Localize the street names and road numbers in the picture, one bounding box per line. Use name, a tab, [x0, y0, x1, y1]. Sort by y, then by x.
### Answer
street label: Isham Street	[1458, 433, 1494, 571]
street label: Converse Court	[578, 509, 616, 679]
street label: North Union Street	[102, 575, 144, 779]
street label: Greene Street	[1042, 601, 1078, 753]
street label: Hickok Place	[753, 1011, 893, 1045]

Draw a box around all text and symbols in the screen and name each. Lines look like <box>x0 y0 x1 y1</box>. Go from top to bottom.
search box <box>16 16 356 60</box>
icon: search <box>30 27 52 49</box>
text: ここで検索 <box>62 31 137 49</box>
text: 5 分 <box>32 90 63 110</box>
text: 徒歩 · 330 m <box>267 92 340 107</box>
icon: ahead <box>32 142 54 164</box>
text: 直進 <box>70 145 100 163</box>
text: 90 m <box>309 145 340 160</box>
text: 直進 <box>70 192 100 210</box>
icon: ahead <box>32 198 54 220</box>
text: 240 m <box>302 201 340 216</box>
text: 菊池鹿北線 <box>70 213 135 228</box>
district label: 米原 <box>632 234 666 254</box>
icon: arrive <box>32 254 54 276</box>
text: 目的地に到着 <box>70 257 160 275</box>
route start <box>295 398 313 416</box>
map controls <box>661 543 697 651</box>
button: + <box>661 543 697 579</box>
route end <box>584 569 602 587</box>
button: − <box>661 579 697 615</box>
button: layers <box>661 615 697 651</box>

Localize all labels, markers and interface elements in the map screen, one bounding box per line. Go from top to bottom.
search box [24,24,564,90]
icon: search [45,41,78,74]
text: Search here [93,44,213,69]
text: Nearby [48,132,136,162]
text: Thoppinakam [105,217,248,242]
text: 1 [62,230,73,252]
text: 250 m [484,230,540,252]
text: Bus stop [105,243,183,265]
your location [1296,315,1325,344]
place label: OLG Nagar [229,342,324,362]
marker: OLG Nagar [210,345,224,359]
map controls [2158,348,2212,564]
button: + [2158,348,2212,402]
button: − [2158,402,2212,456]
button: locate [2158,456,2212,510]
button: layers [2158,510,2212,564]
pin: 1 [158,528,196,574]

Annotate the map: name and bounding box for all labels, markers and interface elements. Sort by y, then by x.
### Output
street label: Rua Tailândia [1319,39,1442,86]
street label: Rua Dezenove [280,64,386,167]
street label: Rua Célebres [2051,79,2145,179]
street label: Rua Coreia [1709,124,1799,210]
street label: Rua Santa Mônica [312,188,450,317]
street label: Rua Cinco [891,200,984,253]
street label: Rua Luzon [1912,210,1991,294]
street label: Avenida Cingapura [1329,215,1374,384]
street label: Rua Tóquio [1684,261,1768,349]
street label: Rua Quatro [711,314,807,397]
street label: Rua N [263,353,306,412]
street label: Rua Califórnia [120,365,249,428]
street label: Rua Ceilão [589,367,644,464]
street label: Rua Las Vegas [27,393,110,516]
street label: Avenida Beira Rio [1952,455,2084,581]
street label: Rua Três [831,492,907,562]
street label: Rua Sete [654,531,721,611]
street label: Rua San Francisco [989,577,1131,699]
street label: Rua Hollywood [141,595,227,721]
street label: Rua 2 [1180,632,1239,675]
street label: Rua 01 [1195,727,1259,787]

• • •

§ Requirement
All of the data above needs to be written out exactly.

§ Result below
Localize the street names and road numbers in the picture, one bounding box per line. Use name, a tab, [x0, y0, x1, y1]. Sort by y, then by x.
### Answer
street label: Isham Street	[1458, 433, 1494, 571]
street label: Converse Court	[578, 509, 616, 679]
street label: North Union Street	[102, 575, 144, 779]
street label: Greene Street	[1042, 601, 1078, 753]
street label: Hickok Place	[753, 1011, 893, 1045]

Draw a box around all text and symbols in the screen and name each. Lines look like <box>x0 y0 x1 y1</box>. Go from top to bottom.
search box <box>16 16 356 60</box>
icon: search <box>30 27 52 49</box>
text: ここで検索 <box>62 31 137 49</box>
text: 5 分 <box>32 90 63 110</box>
text: 徒歩 · 330 m <box>267 92 340 107</box>
icon: ahead <box>32 142 54 164</box>
text: 直進 <box>70 145 100 163</box>
text: 90 m <box>309 145 340 160</box>
text: 直進 <box>70 192 100 210</box>
icon: ahead <box>32 198 54 220</box>
text: 240 m <box>302 201 340 216</box>
text: 菊池鹿北線 <box>70 213 135 228</box>
district label: 米原 <box>632 234 666 254</box>
icon: arrive <box>32 254 54 276</box>
text: 目的地に到着 <box>70 257 160 275</box>
route start <box>295 398 313 416</box>
map controls <box>661 543 697 651</box>
button: + <box>661 543 697 579</box>
route end <box>584 569 602 587</box>
button: − <box>661 579 697 615</box>
button: layers <box>661 615 697 651</box>

Localize all labels, markers and interface elements in the map screen, one bounding box per line. Go from top to bottom.
search box [24,24,564,90]
icon: search [45,41,78,74]
text: Search here [93,44,213,69]
text: Nearby [48,132,136,162]
text: Thoppinakam [105,217,248,242]
text: 1 [62,230,73,252]
text: 250 m [484,230,540,252]
text: Bus stop [105,243,183,265]
your location [1296,315,1325,344]
place label: OLG Nagar [229,342,324,362]
marker: OLG Nagar [210,345,224,359]
map controls [2158,348,2212,564]
button: + [2158,348,2212,402]
button: − [2158,402,2212,456]
button: locate [2158,456,2212,510]
button: layers [2158,510,2212,564]
pin: 1 [158,528,196,574]

Annotate the map: name and bounding box for all labels, markers and interface elements. Sort by y, then by x.
### Output
street label: Rua Tailândia [1319,39,1442,86]
street label: Rua Dezenove [280,64,386,167]
street label: Rua Célebres [2051,79,2145,179]
street label: Rua Coreia [1709,124,1799,210]
street label: Rua Santa Mônica [312,188,450,317]
street label: Rua Cinco [891,200,984,253]
street label: Rua Luzon [1912,210,1991,294]
street label: Avenida Cingapura [1329,215,1374,384]
street label: Rua Tóquio [1684,261,1768,349]
street label: Rua Quatro [711,314,807,397]
street label: Rua N [263,353,306,412]
street label: Rua Califórnia [120,365,249,428]
street label: Rua Ceilão [589,367,644,464]
street label: Rua Las Vegas [27,393,110,516]
street label: Avenida Beira Rio [1952,455,2084,581]
street label: Rua Três [831,492,907,562]
street label: Rua Sete [654,531,721,611]
street label: Rua San Francisco [989,577,1131,699]
street label: Rua Hollywood [141,595,227,721]
street label: Rua 2 [1180,632,1239,675]
street label: Rua 01 [1195,727,1259,787]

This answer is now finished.